Reproduce exactly, from the data that follows, the line with "position:relative; width:1223px; height:1726px;", the line with "position:absolute; left:24px; top:1622px;", and every line that lies between them.

====

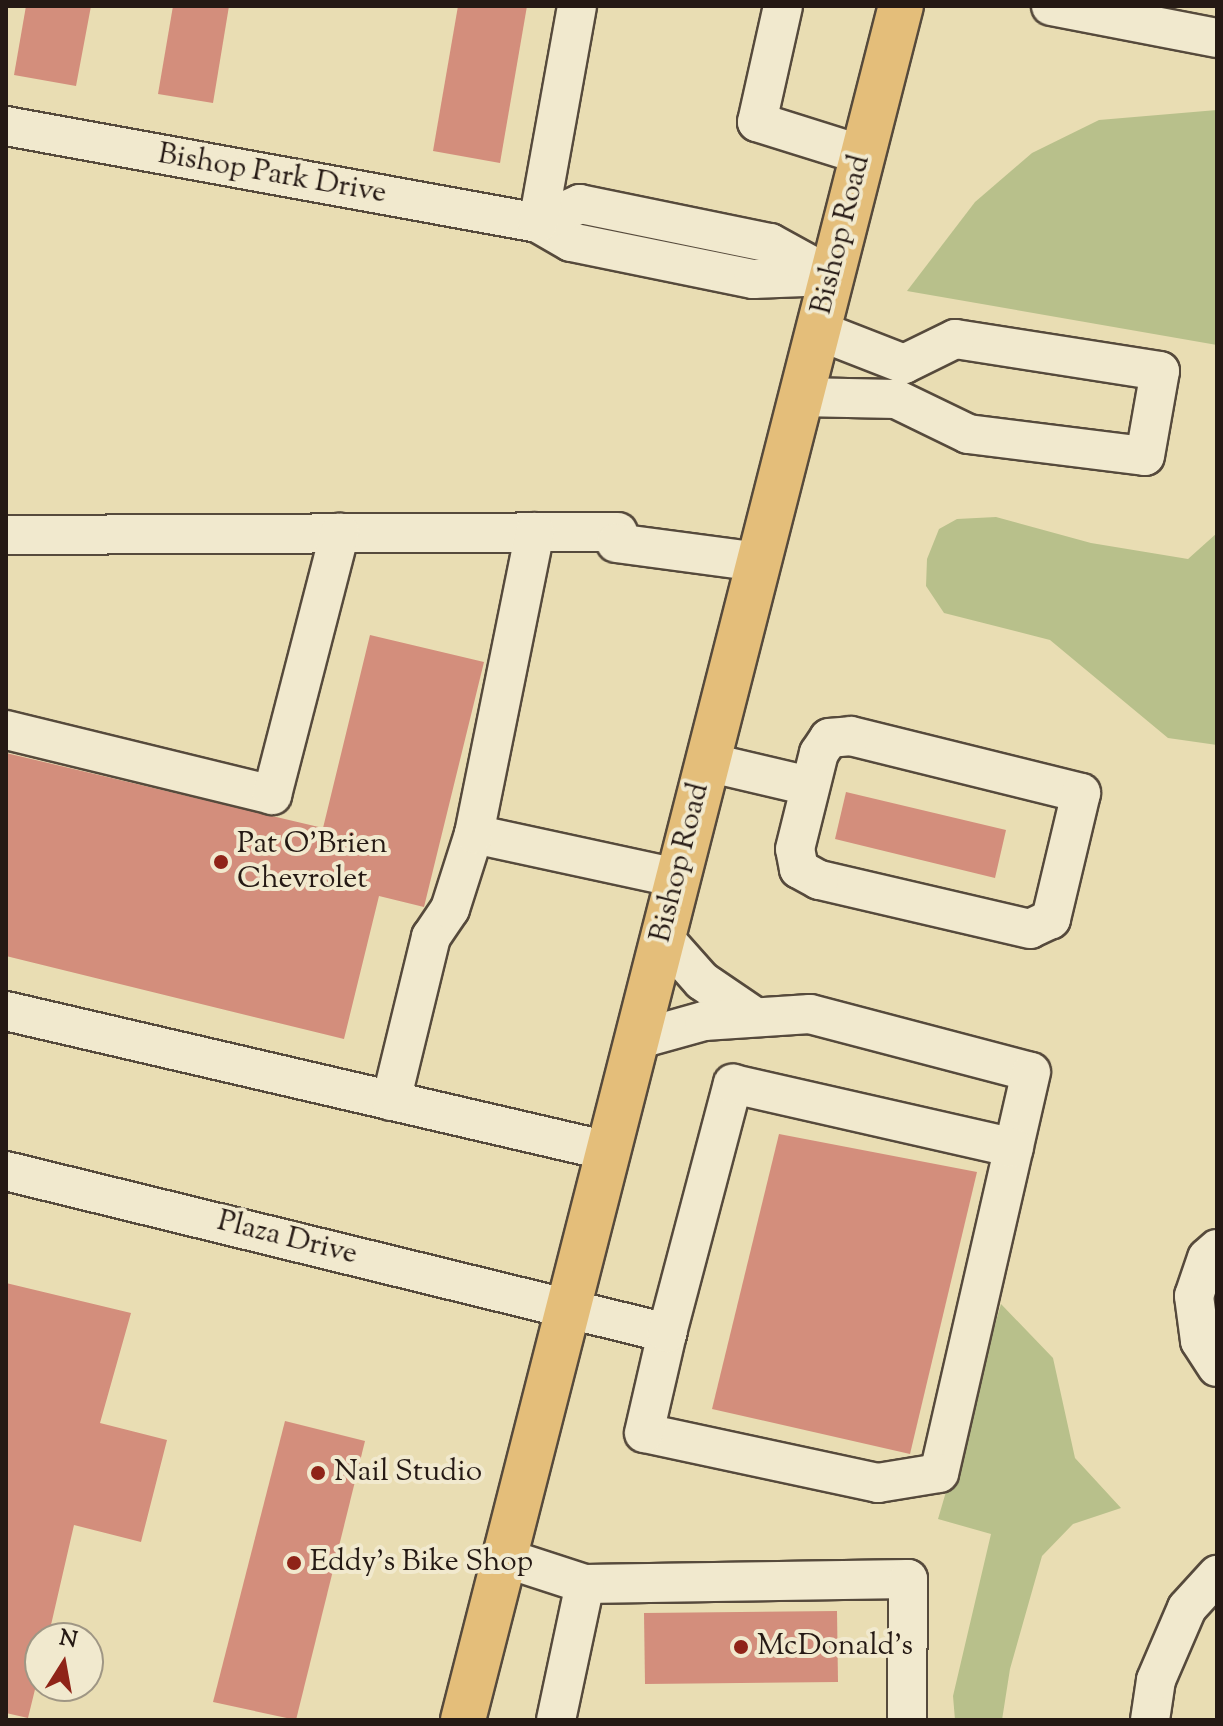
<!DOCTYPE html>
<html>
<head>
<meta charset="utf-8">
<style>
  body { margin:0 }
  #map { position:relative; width:1223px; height:1726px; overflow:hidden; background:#e9ddb3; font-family:"Sorts Mill Goudy",serif }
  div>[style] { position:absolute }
  .green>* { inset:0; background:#b8c08b }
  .building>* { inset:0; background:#d38e7c }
  .roads { filter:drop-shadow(2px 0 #564a3c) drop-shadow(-2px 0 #564a3c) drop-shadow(0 2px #564a3c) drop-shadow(0 -2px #564a3c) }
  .minor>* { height:38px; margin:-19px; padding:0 19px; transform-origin:19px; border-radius:19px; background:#f1e9ce }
  .major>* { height:44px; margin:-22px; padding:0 22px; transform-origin:22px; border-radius:22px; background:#e4be7a }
  .dots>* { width:22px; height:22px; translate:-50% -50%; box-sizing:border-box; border:4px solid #f1e9ce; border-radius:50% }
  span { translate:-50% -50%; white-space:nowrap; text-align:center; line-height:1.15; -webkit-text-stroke:8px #f1e9ce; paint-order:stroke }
  .street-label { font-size:30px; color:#251914 }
  .poi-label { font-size:30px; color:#251914 }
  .left { translate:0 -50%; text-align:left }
  .frame { position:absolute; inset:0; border:8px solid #251914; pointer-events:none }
  .north { position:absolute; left:24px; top:1622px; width:80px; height:80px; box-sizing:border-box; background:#f1e9ce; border:2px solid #9f9684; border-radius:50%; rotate:11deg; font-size:22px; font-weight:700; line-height:32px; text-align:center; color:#251914 }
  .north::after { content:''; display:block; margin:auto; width:28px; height:36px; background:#8f2418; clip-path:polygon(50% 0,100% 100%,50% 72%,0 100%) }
</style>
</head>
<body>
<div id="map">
  <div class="green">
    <i style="clip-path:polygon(1217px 110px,1217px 345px,907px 291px,975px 202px,1032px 153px,1099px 120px)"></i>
    <i style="clip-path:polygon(996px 517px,1091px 543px,1188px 559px,1217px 533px,1217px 745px,1168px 738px,1050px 640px,944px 613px,926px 586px,927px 559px,939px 529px,957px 519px)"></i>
    <i style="clip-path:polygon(1001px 1304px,1053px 1358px,1075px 1458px,1121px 1508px,1073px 1524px,1042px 1556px,1010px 1669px,1002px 1720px,955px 1720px,953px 1696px,991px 1534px,938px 1519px)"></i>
  </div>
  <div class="building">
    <i style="clip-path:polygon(26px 6px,91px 6px,76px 86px,14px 75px)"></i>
    <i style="clip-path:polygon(173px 6px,229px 6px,213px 103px,158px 94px)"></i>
    <i style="clip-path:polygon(458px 6px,527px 6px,500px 163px,433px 151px)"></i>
    <i style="clip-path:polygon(370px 635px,484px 662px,424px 907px,379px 896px,344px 1039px,6px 956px,6px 753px,323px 828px)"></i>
    <i style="clip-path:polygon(846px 792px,1006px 830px,995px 878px,835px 839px)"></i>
    <i style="clip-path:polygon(779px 1134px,977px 1172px,910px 1454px,712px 1409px)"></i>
    <i style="clip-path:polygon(6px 1283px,131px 1313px,100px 1423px,167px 1440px,141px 1542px,74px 1525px,48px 1638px,40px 1638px,40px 1669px,28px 1718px,6px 1713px)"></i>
    <i style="clip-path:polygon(285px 1421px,365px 1441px,296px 1720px,213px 1702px)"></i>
    <i style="clip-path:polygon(837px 1611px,838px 1682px,645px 1684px,644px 1613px)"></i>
  </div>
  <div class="roads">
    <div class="minor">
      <i style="left:783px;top:6px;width:119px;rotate:102.6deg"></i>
      <i style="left:757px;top:122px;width:110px;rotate:17.4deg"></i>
      <i style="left:1051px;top:6px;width:169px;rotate:10.9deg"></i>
      <i style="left:6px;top:126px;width:541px;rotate:10.33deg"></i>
      <i style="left:538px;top:223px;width:38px;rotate:30deg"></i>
      <i style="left:571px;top:242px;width:186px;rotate:11.5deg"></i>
      <i style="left:753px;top:279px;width:77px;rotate:-2.2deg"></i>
      <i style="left:538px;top:223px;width:46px;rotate:-24.3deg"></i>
      <i style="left:580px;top:204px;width:194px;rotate:11.6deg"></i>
      <i style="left:770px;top:243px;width:68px;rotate:28.8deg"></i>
      <i style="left:538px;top:223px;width:220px;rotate:-79.8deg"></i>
      <i style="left:800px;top:397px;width:96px;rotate:1.2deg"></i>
      <i style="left:896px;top:399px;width:80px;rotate:25.9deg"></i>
      <i style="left:968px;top:434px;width:178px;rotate:7.1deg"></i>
      <i style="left:1145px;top:456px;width:86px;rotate:-80deg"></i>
      <i style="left:1160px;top:371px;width:207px;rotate:-171.1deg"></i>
      <i style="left:955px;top:339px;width:57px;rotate:153.9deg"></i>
      <i style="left:904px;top:364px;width:93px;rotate:-158.7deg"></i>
      <i style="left:6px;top:535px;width:612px;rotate:-0.28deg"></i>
      <i style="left:616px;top:543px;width:143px;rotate:7.6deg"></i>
      <i style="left:6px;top:730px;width:274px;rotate:13.7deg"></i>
      <i style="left:272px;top:795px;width:271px;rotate:-75.5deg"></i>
      <i style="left:851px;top:736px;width:237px;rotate:13.9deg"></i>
      <i style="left:1081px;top:793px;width:130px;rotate:103.4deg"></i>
      <i style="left:1051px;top:919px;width:23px;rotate:155deg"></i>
      <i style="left:1030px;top:929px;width:217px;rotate:-166.9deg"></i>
      <i style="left:819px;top:880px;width:23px;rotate:-151deg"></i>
      <i style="left:799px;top:869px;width:20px;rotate:-101deg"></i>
      <i style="left:795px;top:849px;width:99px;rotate:-76deg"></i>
      <i style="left:819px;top:753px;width:18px;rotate:-56deg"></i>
      <i style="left:829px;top:738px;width:22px;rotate:-5deg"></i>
      <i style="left:707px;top:762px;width:105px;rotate:13.2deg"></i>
      <i style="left:474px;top:834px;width:208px;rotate:12.2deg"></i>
      <i style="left:662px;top:936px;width:60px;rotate:48.4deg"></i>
      <i style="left:702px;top:981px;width:60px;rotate:34.2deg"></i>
      <i style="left:6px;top:1011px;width:618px;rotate:13.09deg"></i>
      <i style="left:636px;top:1040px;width:71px;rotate:-15.6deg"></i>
      <i style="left:704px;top:1021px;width:106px;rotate:-3.8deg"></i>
      <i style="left:810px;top:1014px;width:228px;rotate:14.7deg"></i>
      <i style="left:1031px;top:1072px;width:411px;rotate:102.9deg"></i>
      <i style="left:939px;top:1473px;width:62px;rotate:170.7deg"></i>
      <i style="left:878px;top:1483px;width:239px;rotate:-167.9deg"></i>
      <i style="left:644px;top:1433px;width:103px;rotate:-77deg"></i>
      <i style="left:391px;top:1101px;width:169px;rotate:-76.3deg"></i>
      <i style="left:431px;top:937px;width:34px;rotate:-56deg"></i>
      <i style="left:450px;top:909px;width:79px;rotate:-72.3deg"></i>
      <i style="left:474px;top:834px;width:308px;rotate:-78.6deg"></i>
      <i style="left:6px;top:1171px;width:681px;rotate:13.77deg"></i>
      <i style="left:667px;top:1333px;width:258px;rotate:-75.2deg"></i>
      <i style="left:733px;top:1084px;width:288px;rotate:12.8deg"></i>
      <i style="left:1217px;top:1249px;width:13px;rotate:138deg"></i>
      <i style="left:1207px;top:1258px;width:40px;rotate:108.9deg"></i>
      <i style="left:1194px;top:1296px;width:45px;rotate:82.4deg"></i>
      <i style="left:1200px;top:1341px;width:31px;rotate:57deg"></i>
      <i style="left:505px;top:1558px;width:84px;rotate:18deg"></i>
      <i style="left:585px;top:1584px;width:323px;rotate:-0.9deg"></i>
      <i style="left:908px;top:1579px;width:141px;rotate:90.4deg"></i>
      <i style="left:556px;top:1720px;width:139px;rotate:-78deg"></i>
      <i style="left:1150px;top:1720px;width:40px;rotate:-81.5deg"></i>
      <i style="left:1156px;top:1680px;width:78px;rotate:-66.7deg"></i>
      <i style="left:1187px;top:1608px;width:45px;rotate:-47.7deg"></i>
    </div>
    <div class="major">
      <i style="left:463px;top:1720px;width:1769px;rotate:-75.67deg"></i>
    </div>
  </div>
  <div class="dots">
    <i style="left:221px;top:862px;background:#8f2418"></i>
    <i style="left:318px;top:1473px;background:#8f2418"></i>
    <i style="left:294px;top:1563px;background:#8f2418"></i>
    <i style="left:741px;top:1647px;background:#8f2418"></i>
  </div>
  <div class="street-label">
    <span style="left:272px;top:175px;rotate:10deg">Bishop Park Drive</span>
    <span style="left:842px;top:235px;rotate:-76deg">Bishop Road</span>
    <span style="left:681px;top:863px;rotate:-76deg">Bishop Road</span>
    <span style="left:287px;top:1239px;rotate:14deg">Plaza Drive</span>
  </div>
  <div class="poi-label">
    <span class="left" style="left:237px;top:862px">Pat O'Brien<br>Chevrolet</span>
    <span class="left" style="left:334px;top:1473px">Nail Studio</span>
    <span class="left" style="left:310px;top:1563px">Eddy's Bike Shop</span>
    <span class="left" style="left:757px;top:1647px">McDonald's</span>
  </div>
  <div class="frame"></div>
  <div class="north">N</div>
</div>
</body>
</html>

====

### Response to the task
  #map { position:relative; width:1223px; height:1726px; overflow:hidden; background:#e9ddb3; font-family:"Sorts Mill Goudy",serif }
  div>[style] { position:absolute }
  .green>* { inset:0; background:#b8c08b }
  .building>* { inset:0; background:#d38e7c }
  .roads { filter:drop-shadow(2px 0 #564a3c) drop-shadow(-2px 0 #564a3c) drop-shadow(0 2px #564a3c) drop-shadow(0 -2px #564a3c) }
  .minor>* { height:38px; margin:-19px; padding:0 19px; transform-origin:19px; border-radius:19px; background:#f1e9ce }
  .major>* { height:44px; margin:-22px; padding:0 22px; transform-origin:22px; border-radius:22px; background:#e4be7a }
  .dots>* { width:22px; height:22px; translate:-50% -50%; box-sizing:border-box; border:4px solid #f1e9ce; border-radius:50% }
  span { translate:-50% -50%; white-space:nowrap; text-align:center; line-height:1.15; -webkit-text-stroke:8px #f1e9ce; paint-order:stroke }
  .street-label { font-size:30px; color:#251914 }
  .poi-label { font-size:30px; color:#251914 }
  .left { translate:0 -50%; text-align:left }
  .frame { position:absolute; inset:0; border:8px solid #251914; pointer-events:none }
  .north { position:absolute; left:24px; top:1622px; width:80px; height:80px; box-sizing:border-box; background:#f1e9ce; border:2px solid #9f9684; border-radius:50%; rotate:11deg; font-size:22px; font-weight:700; line-height:32px; text-align:center; color:#251914 }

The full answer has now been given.